A few years ago I speculated publicly about Sony buying Apple. (That's Sony chairman Nobuyuki Idei at right, from his biography on the Sony.Com site.)

It was a popular thought back then.

Sony blazed new trails among Japanese manufacturers, preferring proprietary control of its technologies, emphasizing design and its brand name, acquiring American firms and integrating them. In the 1990s, on the other hand, Apple was a troubled PC maker with a small market share.

This was before two things happened. Apple's genius returned to his throne, and Sony's faded from the scene.

Sony Founder Akio Morita, who passed away in 1999, was a legendary entrepreneur, a visionary, a genius. In Tokyo, Elvis has indeed left the building.

Still, in the first year after Morita's death, Sony could have done the deal easily. And the spirit of a man equal to Morita in vision, Steve Jobs, would be working for Japan Inc.

Today things are different. (That's Jobs from Business 2.0.) Sony, whose ADRs are traded in the U.S. under the symbol SNE, is worth $35.4 billion. Apple, traded as AAPL, is worth $35.9 billion. A merger between Sony and Apple would be one between equals, and Apple the likely buyer.

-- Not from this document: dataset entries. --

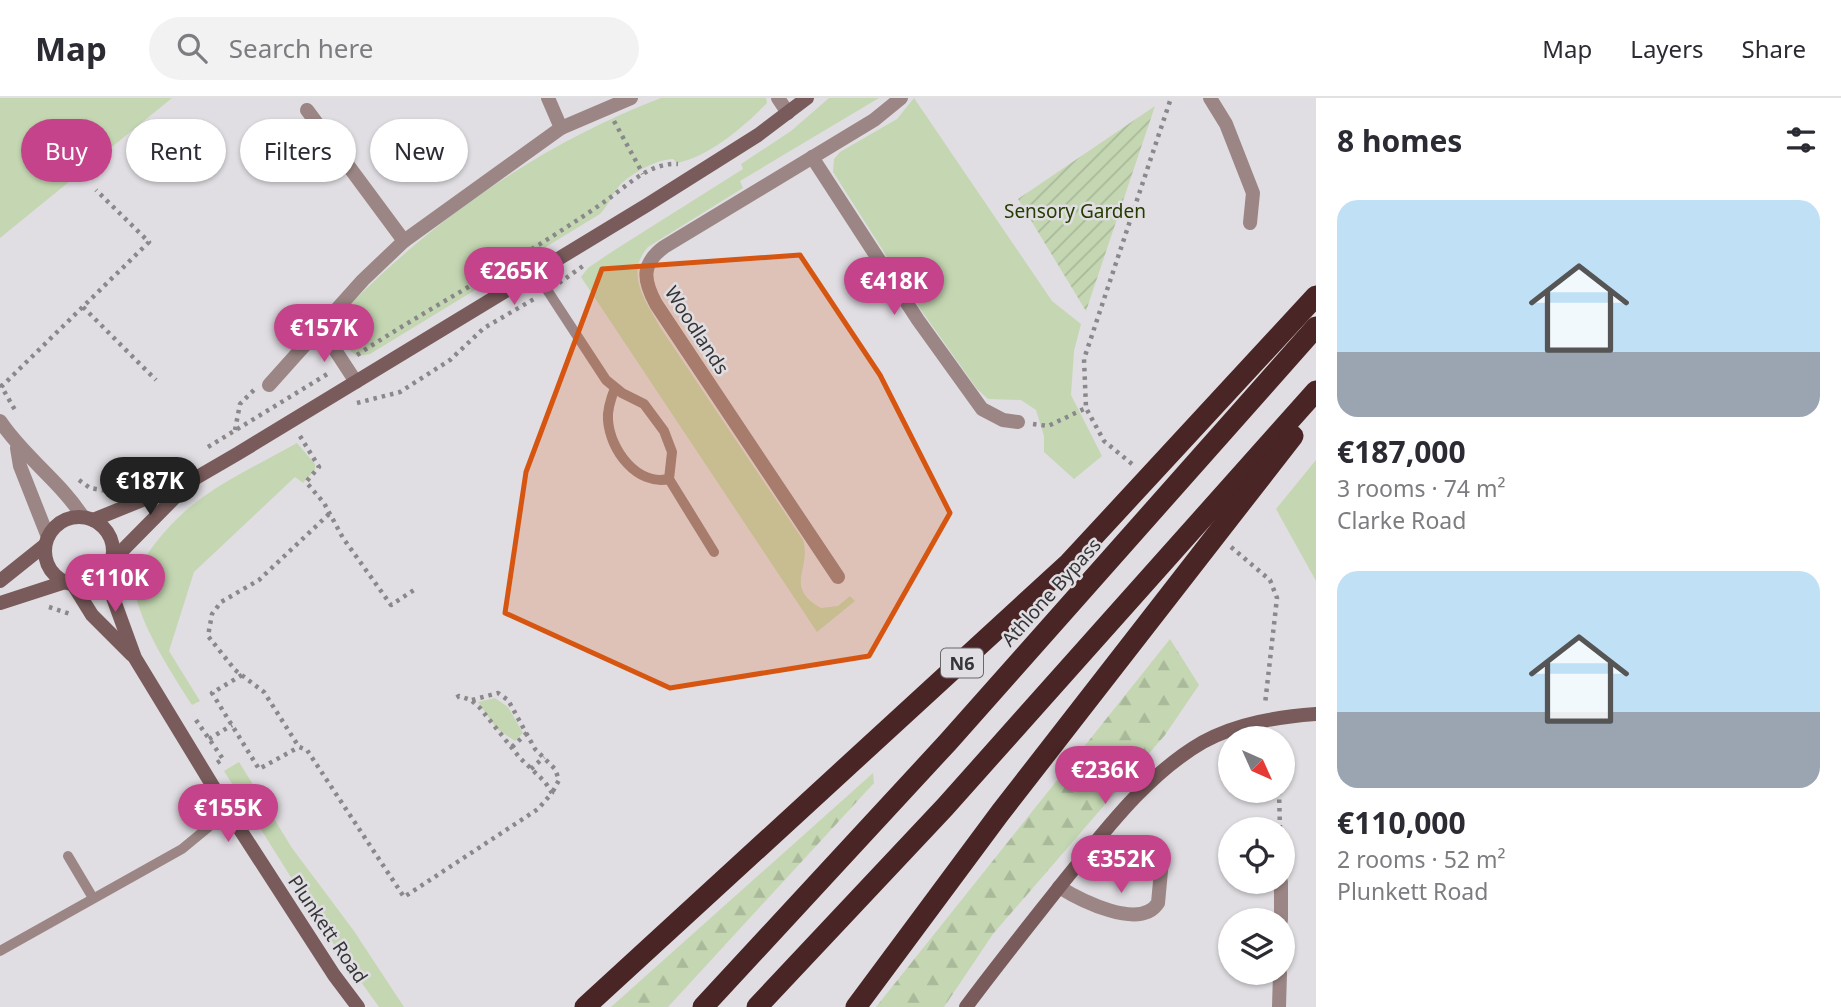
<!DOCTYPE html>
<html lang="en">
<head>
<meta charset="utf-8">
<style>
  :root { --surface:#fff; --page:#f2f2f3; --text:#2b2b33; --muted:#7c7c81; --line:#e1e1e2; --accent:#c5438a }
  body { margin:0; font-family:"Noto Sans",sans-serif; background:var(--page); color:var(--text); height:100vh; display:flex; flex-direction:column; font-size:26px; white-space:nowrap }
  * { box-sizing:border-box; margin:0 }
  p { font-size:23px; color:var(--muted) }
  .icon { flex:none; width:38px; height:38px; fill:none; stroke:currentColor; stroke-width:2; stroke-linecap:round; stroke-linejoin:round }
  .map { position:relative; flex:1; overflow:hidden }
  .panel { display:flex; flex-direction:column; background:var(--surface); width:525px }
  .panel>* { flex:none }
  .banner { position:absolute; left:21px; top:21px; width:665px; height:63px; display:flex; gap:14px }
  .needle { width:46px; rotate:135deg }
  .buttons { position:absolute; left:1218px; top:628px; display:grid; gap:14px }
  .buttons a { display:grid; place-items:center; width:77px; height:77px; border-radius:50%; background:var(--surface); box-shadow:0 2px 5px #0004; font-size:35px }
  .price { position:absolute; translate:-50% -60px; padding:0 16px; border-radius:24px; background:var(--accent); color:#fff; font-size:23px; line-height:46px; filter:drop-shadow(0 2px 4px #0008) }
  .price::after { content:''; position:absolute; left:50%; top:42px; width:21px; height:16px; margin-left:-10px; background:inherit; clip-path:polygon(0 0,100% 0,50% 100%) }
  .price.current { background:#222; color:#fff }
  ul { padding:0; list-style:none }
  li { display:grid; align-content:center; gap:14px; height:371px; padding:0 21px }
  li span { display:grid; place-items:center; height:217px; border-radius:21px; color:#555 }
  li>.icon { margin-inline-start:auto }
  span .icon { width:126px; height:126px; fill:#fffc; stroke-width:1 }
  li b { font-size:30px }
  h2 { display:flex; justify-content:space-between; align-items:center; height:84px; padding:0 21px; font-size:30px }
  .pill { padding:0 24px; border-radius:32px; background:var(--surface); box-shadow:0 2px 5px #0004; font-size:24px; line-height:63px }
  .pill.current { background:var(--accent); color:#fff }
  header { display:flex; align-items:center; gap:42px; box-sizing:border-box; height:98px; padding:0 35px; background:var(--surface); border-bottom:2px solid var(--line) }
  header strong { font-size:33px }
  nav { display:flex; gap:38px; margin-inline-start:auto; font-size:24px }
  .search { width:490px; height:63px; background:var(--page); display:flex; align-items:center; gap:18px; box-sizing:border-box; padding:0 24px; border-radius:38px; color:var(--muted); font-size:26px }
  main { display:flex; flex:1; min-height:0 }
  .map>svg:first-child { display:block }
  .grass { fill:#c4d7b2 }
  .forest { fill:url(#forest-firs) }
  .garden { fill:url(#garden-furrows) }
  .lines { fill:none; stroke-linecap:round; stroke-linejoin:round }
  .path { stroke:#8a888b; stroke-width:4.5; stroke-dasharray:3.5 5; stroke-linecap:butt }
  .lane { stroke:#9b8685; stroke-width:10 }
  .street { stroke:#9b8685; stroke-width:14 }
  .secondary { stroke:#795b5b; stroke-width:14 }
  .highway { stroke:#4a2525; stroke-width:21 }
  .marked { fill:#d65510; fill-opacity:0.2; stroke:#d65510; stroke-width:5; stroke-linejoin:round }
  .labels { text-anchor:middle; dominant-baseline:central; stroke-width:5; stroke-linejoin:round; paint-order:stroke }
  .shield { fill:#e0dee2; stroke:#68676a; stroke-width:2 }
  .shield-label { font-size:18px; font-weight:bold; fill:#353436 }
  .park-label { font-size:19px; fill:#253c00; stroke:#e0dee2 }
  .street-label { font-size:19px; fill:#353436; stroke:#e0dee2 }
</style>
</head>
<body>
<header>
<strong>Map</strong>
<div class="search"><svg class="icon" aria-label="search" viewBox="0 0 24 24"><circle cx="10" cy="10" r="6"/><path d="M15 15l6 6"/></svg>Search here</div>
<nav><a>Map</a><a>Layers</a><a>Share</a></nav>
</header>
<main>
<div class="map">
<svg width="1316" height="909" viewBox="0 0 1316 909">
  <defs>
    <pattern id="forest-firs" width="22" height="20" patternUnits="userSpaceOnUse" patternTransform="scale(1.75)"><rect width="22" height="20" fill="#c4d7b2"/><path d="M5 1l3.5 6h-7zM16 11l3.5 6h-7z" fill="#a9b99a"/></pattern>
    <pattern id="garden-furrows" width="10" height="10" patternUnits="userSpaceOnUse" patternTransform="scale(1.75)"><rect width="10" height="10" fill="#c4d7b2"/><path d="M-1 1l2-2M0 10L10 0M9 11l2-2" fill="none" stroke="#a9b99a"/></pattern>
  </defs>
  <rect width="100%" height="100%" fill="#e0dee2"/>
  <g class="grass">
    <polygon points="0,0 172,0 0,140"/>
    <path d="M661 0H766L767 5C745 28 709 59 677 65L673 61C657 61 630 76 619 88 612 97 609 107 600 116L370 256 357 258 338 243 336 223 341 216C429 124 542 45 661 0Z"/>
    <path d="M829 0H879L740 83 743 90 648 149C624 176 646 203 660 229L803 442C812 472 783 488 821 510L838 508 850 498 855 503 817 534 581 179 588 170 613 153 743 71 741 66 791 33Z"/>
    <polygon points="914,0 1052,203 1081,226 1074,253 1071,297 1102,358 1074,381 1044,354 1044,338 1036,312 1021,302 988,301 977,291 921,212 833,74 834,61 840,54 897,21"/>
    <path d="M297 345 315 366V372L303 385 295 379 194 474 169 553 200 603 192 607C174 579 138 524 135 491 132 465 175 420 195 405 225 381 264 364 297 345Z"/>
    <polygon points="1316,362 1316,483 1276,411"/>
    <polygon points="495,600 508,609 523,635 515,643 497,631 478,604"/>
    <polygon points="239,664 292,750 354,833 404,909 379,909 328,838 224,673"/>
  </g>
  <g class="forest">
    <polygon points="1170,541 1199,587 1165,637 993,836 944,909 876,909"/>
    <polygon points="873,675 874,685 668,909 611,909"/>
  </g>
  <polygon class="garden" points="1155,8 1086,213 1018,101"/>
  <g class="lines">
    <g class="path">
      <polyline points="614,23 643,76"/>
      <polyline points="559,185 583,168"/>
      <polyline points="83,209 156,282"/>
      <path d="M357 257C438 204 524 160 604 104 626 89 649 64 678 66"/>
      <polyline points="0,286 15,312"/>
      <polyline points="1,289 149,144 96,92"/>
      <polyline points="357,305 400,294 450,262 484,230 534,201"/>
      <polyline points="1033,326 1048,328 1086,310"/>
      <polyline points="235,332 240,306 254,292"/>
      <polyline points="300,338 319,369 306,384 324,405 343,440 391,507 414,492"/>
      <polyline points="208,349 329,275"/>
      <polyline points="1132,366 1104,343 1086,310 1084,261 1171,0"/>
      <polyline points="79,382 90,390 113,394"/>
      <polyline points="329,416 259,482 221,504 212,516 208,538 235,572 264,594 299,649 307,652 404,799 538,711 552,695 545,684 520,660 480,610 471,602 459,598 454,601"/>
      <polyline points="1231,449 1270,482 1277,500 1265,606"/>
      <polyline points="132,493 132,479 140,462"/>
      <polyline points="49,509 70,516"/>
      <polyline points="242,577 212,595 259,671 299,649"/>
      <polyline points="472,602 498,595 508,602 535,651 555,671 559,682 552,695"/>
      <polyline points="196,622 223,661 217,665"/>
      <polyline points="209,641 232,627"/>
      <polyline points="512,649 527,635"/>
      <polyline points="531,671 544,659"/>
      <polyline points="1279,693 1280,732"/>
      <polyline points="186,717 197,706 199,698"/>
    </g>
    <g class="lane">
      <polyline points="536,175 606,282 622,295 644,306 664,333 672,354 669,381 714,454"/>
      <path d="M615 290C611 300 607 311 608 322 610 352 637 388 669 381"/>
      <polyline points="68,758 93,800"/>
      <polyline points="0,853 182,751 228,713"/>
    </g>
    <g class="street">
      <polyline points="548,0 561,30"/>
      <polyline points="778,0 788,15"/>
      <polyline points="1210,0 1226,26 1253,95 1250,125"/>
      <polyline points="307,12 404,143"/>
      <polyline points="812,59 918,222 982,311 1003,322 1018,324"/>
      <polyline points="320,229 356,284"/>
      <polyline points="269,287 363,182 404,143 561,30 631,0"/>
      <path d="M0 323C24 359 59 382 83 419"/>
      <polyline points="17,350 20,368 48,439"/>
      <path d="M838 479 656 206C643 182 641 166 664 149L874 22 901 0"/>
      <path d="M1059 789C1080 802 1140 833 1158 805L1162 762"/>
      <polyline points="1281,822 1281,784"/>
      <polyline points="1279,909 1280,875"/>
    </g>
    <g class="secondary">
      <circle cx="79" cy="453" r="34"/>
      <polyline points="93,422 194,381 237,356 647,107 758,37 807,0"/>
      <polyline points="109,466 188,386"/>
      <polyline points="104,475 135,560 228,713 334,877 358,909"/>
      <polyline points="0,483 45,447"/>
      <polyline points="74,488 92,517 132,557"/>
      <polyline points="0,505 65,484"/>
      <path d="M966 909C998 866 1031 825 1064 783 1104 734 1147 676 1203 644 1238 625 1277 619 1316 616"/>
    </g>
    <g class="highway">
      <polyline points="585,909 1069,465 1316,198"/>
      <polyline points="703,909 948,644 1316,229"/>
      <polyline points="757,909 945,709 1316,293"/>
      <polyline points="856,909 1000,715 1293,338"/>
    </g>
  </g>
  <path class="marked" d="M800 157 880 277 950 415 869 558 670 590 505 515 526 374 602 171Z"/>
  <g class="labels">
    <rect class="shield" x="941" y="550.5" width="42" height="29" rx="5"/>
    <g class="shield-label">
      <text x="962" y="565">N6</text>
    </g>
    <g class="park-label">
      <text x="1075" y="113">Sensory Garden</text>
    </g>
    <g class="street-label">
      <text transform="translate(697 232) rotate(57)">Woodlands</text>
      <text transform="translate(1051 494) rotate(-48)">Athlone Bypass</text>
      <text transform="translate(328 831) rotate(56)">Plunkett Road</text>
    </g>
  </g>
</svg>
<div class="buttons">
<a><svg class="needle" viewBox="-14 -14 28 28"><path d="M0-13l5 13h-10z" fill="#e53935"/><path d="M0 13l5-13h-10z" fill="#7c7c81"/></svg></a>
<a><svg class="icon" aria-label="locate" viewBox="0 0 24 24"><circle cx="12" cy="12" r="6"/><path d="M12 2v4M12 18v4M2 12h4M18 12h4"/></svg></a>
<a><svg class="icon" aria-label="layers" viewBox="0 0 24 24"><path d="M12 4l9 5-9 5-9-5zM3 14l9 5 9-5"/></svg></a>
</div>
<b class="price" style="left:514px;top:209px">€265K</b>
<b class="price" style="left:894px;top:219px">€418K</b>
<b class="price" style="left:324px;top:266px">€157K</b>
<b class="price current" style="left:150px;top:419px">€187K</b>
<b class="price" style="left:115px;top:516px">€110K</b>
<b class="price" style="left:1105px;top:708px">€236K</b>
<b class="price" style="left:228px;top:746px">€155K</b>
<b class="price" style="left:1121px;top:797px">€352K</b>
<div class="banner">
<a class="pill current">Buy</a>
<a class="pill">Rent</a>
<a class="pill">Filters</a>
<a class="pill">New</a>
</div>
</div>
<section class="panel">
<h2>8 homes<svg class="icon" aria-label="filters" viewBox="0 0 24 24"><path d="M4 7h16M4 17h16"/><circle cx="9" cy="7" r="2"/><circle cx="15" cy="17" r="2"/></svg></h2>
<ul>
<li><span style="background:linear-gradient(#bfe0f5 70%,#9aa5b1 0)"><svg class="icon" aria-label="home" viewBox="0 0 24 24"><path d="M3 11l9-7 9 7M6 9v11h12V9"/></svg></span><div><b>€187,000</b><p>3 rooms · 74 m²</p><p>Clarke Road</p></div></li>
<li><span style="background:linear-gradient(#bfe0f5 65%,#9aa5b1 0)"><svg class="icon" aria-label="home" viewBox="0 0 24 24"><path d="M3 11l9-7 9 7M6 9v11h12V9"/></svg></span><div><b>€110,000</b><p>2 rooms · 52 m²</p><p>Plunkett Road</p></div></li>
</ul>
</section>
</main>
</body>
</html>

Ever wonder what Steve Jobs could do with two movie studios? (Sony just added MGM to the former Columbia Pictures.)

Before that happens, of course, we have one more market battle (and much more amusing speculation). Apple is finally taking the raps off its iTunes phone, with Motorola. Sony, meanwhile, has dusted off the name of its last great hit, announcing the Sony Ericsson Walkman phone.

Which side will win? My betting is on Apple.

And then you can get that Samurai outfit ready for Jobs-san.

Comments (1) + TrackBacks (0) | Category: Business Models | Business Strategy | Consumer Electronics | Economics | Investment


COMMENTS

1. Jesse Kopelman on February 16, 2005 04:02 PM writes...

The problem with Sony is that they do not have to follow general accounting principles and thus it is very hard to tell what they are really worth. It could be $35B, or $3.5B, or $350B. I'd be very surprised if an American Company would every buy them in whole. If anything, I'd think there would be accounting (fraud) benefits in any acquisition going the other way.